# HEADLIGHTS KEEP BLOWING - HELP!!!!



## elgringogillao (Jun 1, 2005)

HI GUYS...
I have changed my H1 bulbs in the headlights of my 2002 Beetle Turbo S twice now and they blow after about a week. I have checked the following already:
Made sure not to touch the bulb itself
Checked all fuses on the side compartment and nothing is blown.
I have not gotten new headlight assemblies yet though.
The funny thing is that the High Beams work fine. With new bulbs in the Daytime Running/Headlights work for about a week and the right one goes and soon after the left one. They both show signs of overheating on the connection side where the connector is. Like I said before I checked all the fuses on the fuse panel right inside the drive's door. Everything is fine. Anyone have any other ideas? Has this ever happened to you? Are there any relays that I should check? Thanks in advance for offering your thoughts.


----------



## Hollister93 (Sep 30, 2006)

word..this is what happens to me and im SICK of it...what should WE do


----------



## red72914 (Jan 8, 2001)

*Re: (Hollister93)*

Have you tried disabling the DRL function?


----------



## dennisgli (May 17, 2003)

*Re: HEADLIGHTS KEEP BLOWING - HELP!!!! (elgringogillao)*

What kind of bulbs are you using? Does the filament just fail - or is there any blackening on the glass bulb? If the connector that goes on the back of the bulb has been damaged have you tried replacing it?


----------



## elgringogillao (Jun 1, 2005)

*Re: (red72914)*

How do I disable the DRL function? Also, I am using H1 bulbs and the last set that I put in blew and the filament stayed in tact. I just went and bought some Hella brand lights. before I put them in I cleaned the connections with alcohol. Lets see what happens.


----------



## radicalmark29 (May 2, 2006)

sounds stupid.. but double check there's no water in the lamp itself.


----------



## dennisgli (May 17, 2003)

*Re: HEADLIGHTS KEEP BLOWING - HELP!!!! (elgringogillao)*


_Quote, originally posted by *elgringogillao* »_the last set that I put in blew and the filament stayed in tact.

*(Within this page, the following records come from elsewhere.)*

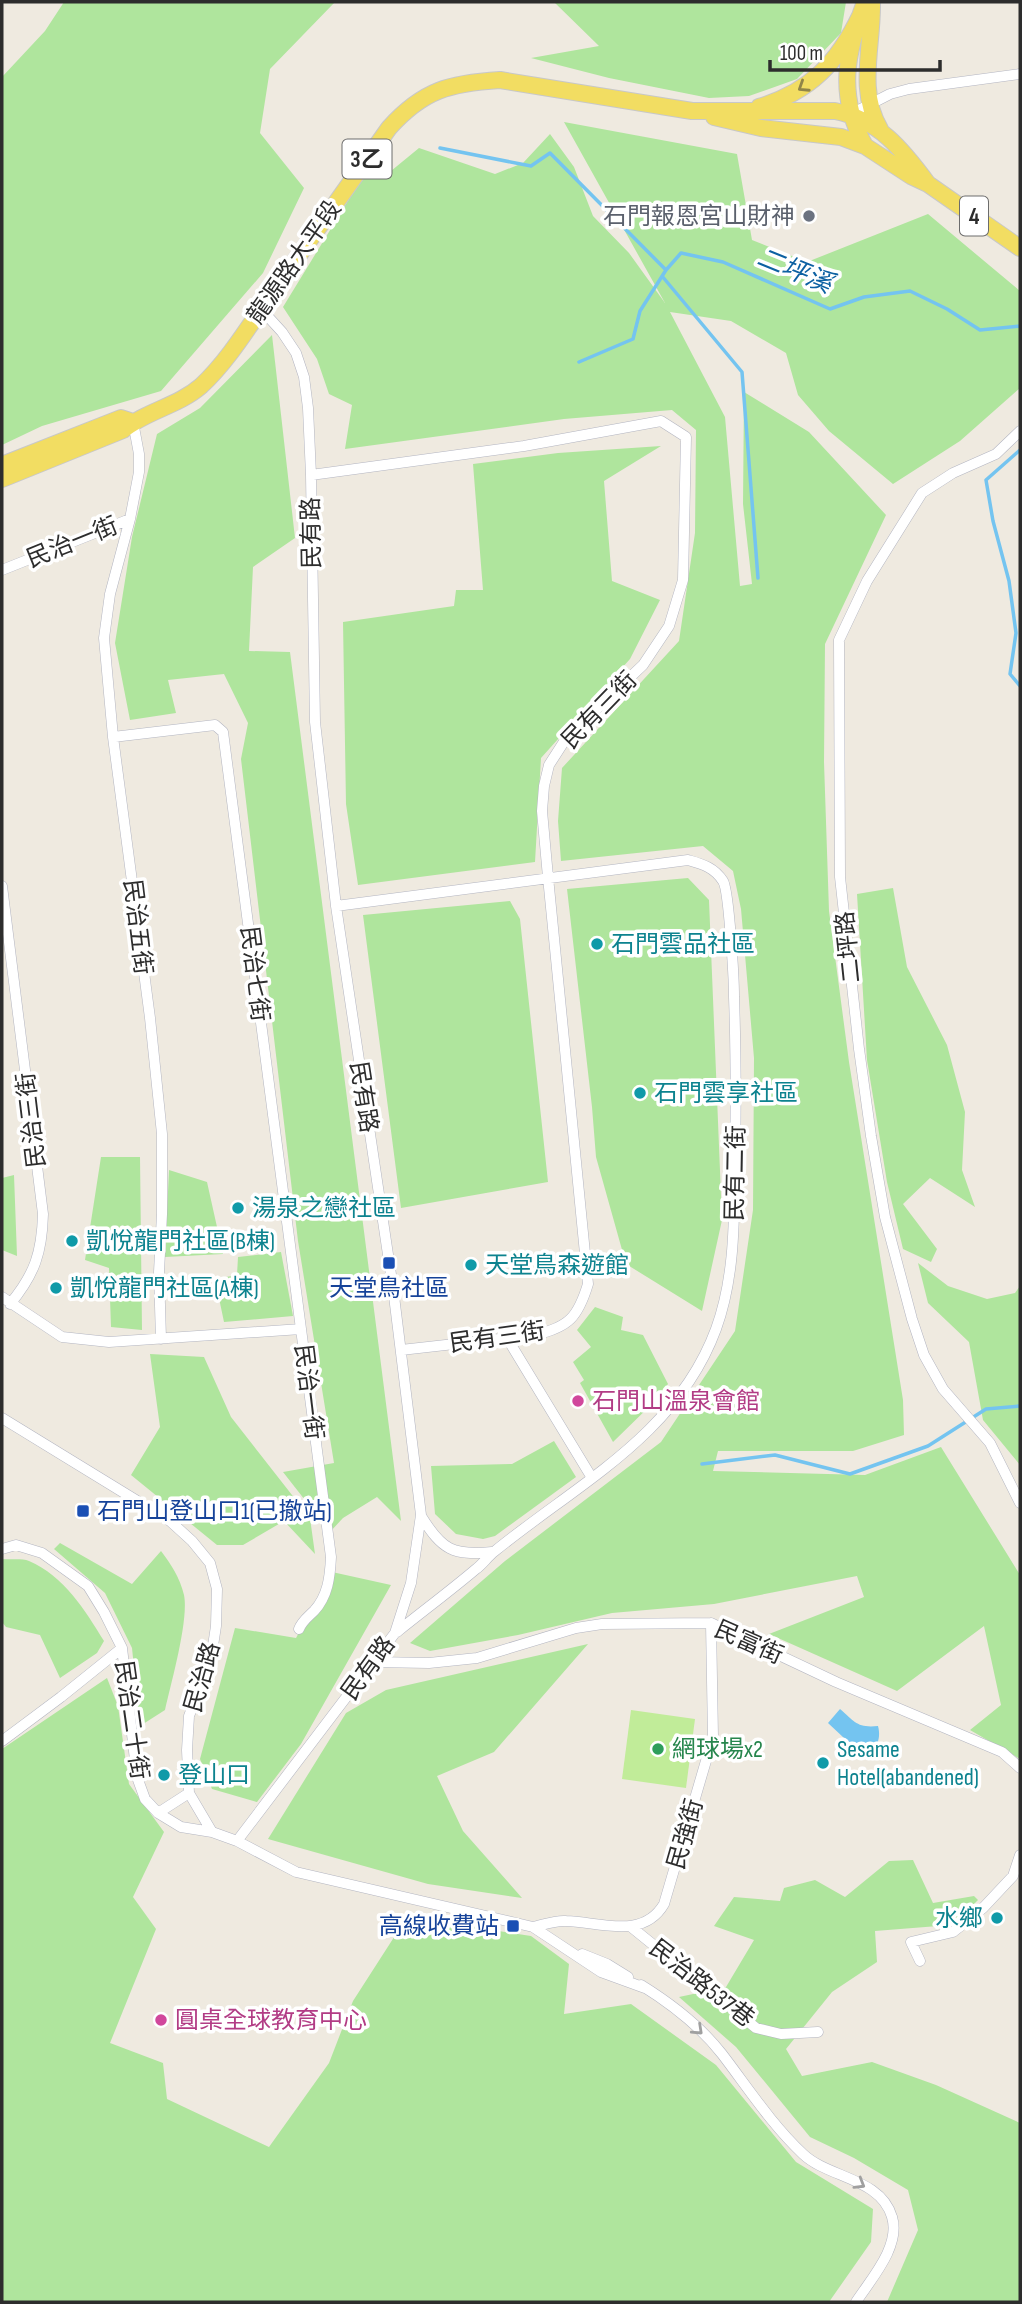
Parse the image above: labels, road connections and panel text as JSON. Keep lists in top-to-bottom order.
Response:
{
  "streets": {
    "main road": ["3乙", "4", "龍源路大平段"],
    "street": [
      "民有路",
      "民治一街",
      "民有三街",
      "民治五街",
      "二坪路",
      "民治七街",
      "民治三街",
      "民有二街",
      "民富街",
      "民治路",
      "民治二十街",
      "民強街",
      "民治路537巷"
    ]
  },
  "crossings": [
    ["3乙", "龍源路大平段"],
    ["4", "龍源路大平段"],
    ["龍源路大平段", "民有路"],
    ["龍源路大平段", "民治一街"],
    ["民有路", "民有三街"],
    ["民有路", "民有二街"],
    ["民有路", "民富街"],
    ["民治一街", "民治五街"],
    ["民治一街", "民治七街"],
    ["民治一街", "民治三街"],
    ["民有三街", "民有二街"],
    ["民治五街", "民治七街"],
    ["民富街", "民強街"],
    ["民治路", "民治二十街"],
    ["民強街", "民治路537巷"]
  ],
  "water": ["二坪溪"],
  "places": {
    "other": [
      "石門報恩宮山財神",
      "石門雲品社區",
      "石門雲享社區",
      "湯泉之戀社區",
      "凱悅龍門社區(B棟)",
      "天堂鳥森遊館",
      "凱悅龍門社區(A棟)",
      "石門山溫泉會館",
      "網球場x2",
      "Sesame Hotel(abandened)",
      "登山口",
      "水鄉",
      "圓桌全球教育中心"
    ],
    "transit": ["天堂鳥社區", "石門山登山口1(已撤站)", "高線收費站"]
  },
  "scale_bar": "100 m"
}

Can you explain what you mean by blowing and the filament stays intact?


----------



## elgringogillao (Jun 1, 2005)

*Re: HEADLIGHTS KEEP BLOWING - HELP!!!! (dennisgli)*

The bulb looks like it overheated from the connection side. So what I did was put in another set and clean the connections with alcohol. So far there have been no problems. Let's see what happens.


----------



## greasemykey (Oct 5, 2007)

*Re: HEADLIGHTS KEEP BLOWING - HELP!!!! (elgringogillao)*

check your grounds. it sounds like the ground may be corroded and its causing your lights wiring to pull to much current and its overheating the wire and connection and then blows the bulb itself.


----------



## pnmsh5 (Feb 18, 2008)

*Re: HEADLIGHTS KEEP BLOWING - HELP!!!! (elgringogillao)*

i had the same problem... if yo right side headlight blows off(no hOmO0..) take look at da bac off da fuse box were da wire rrun. u probably gonna notice.. one of the wire is striped n touchin another or one of the wire is burnt n touch another one.. dats y it is blowin.. cauz of over loading of power on the wire!!


----------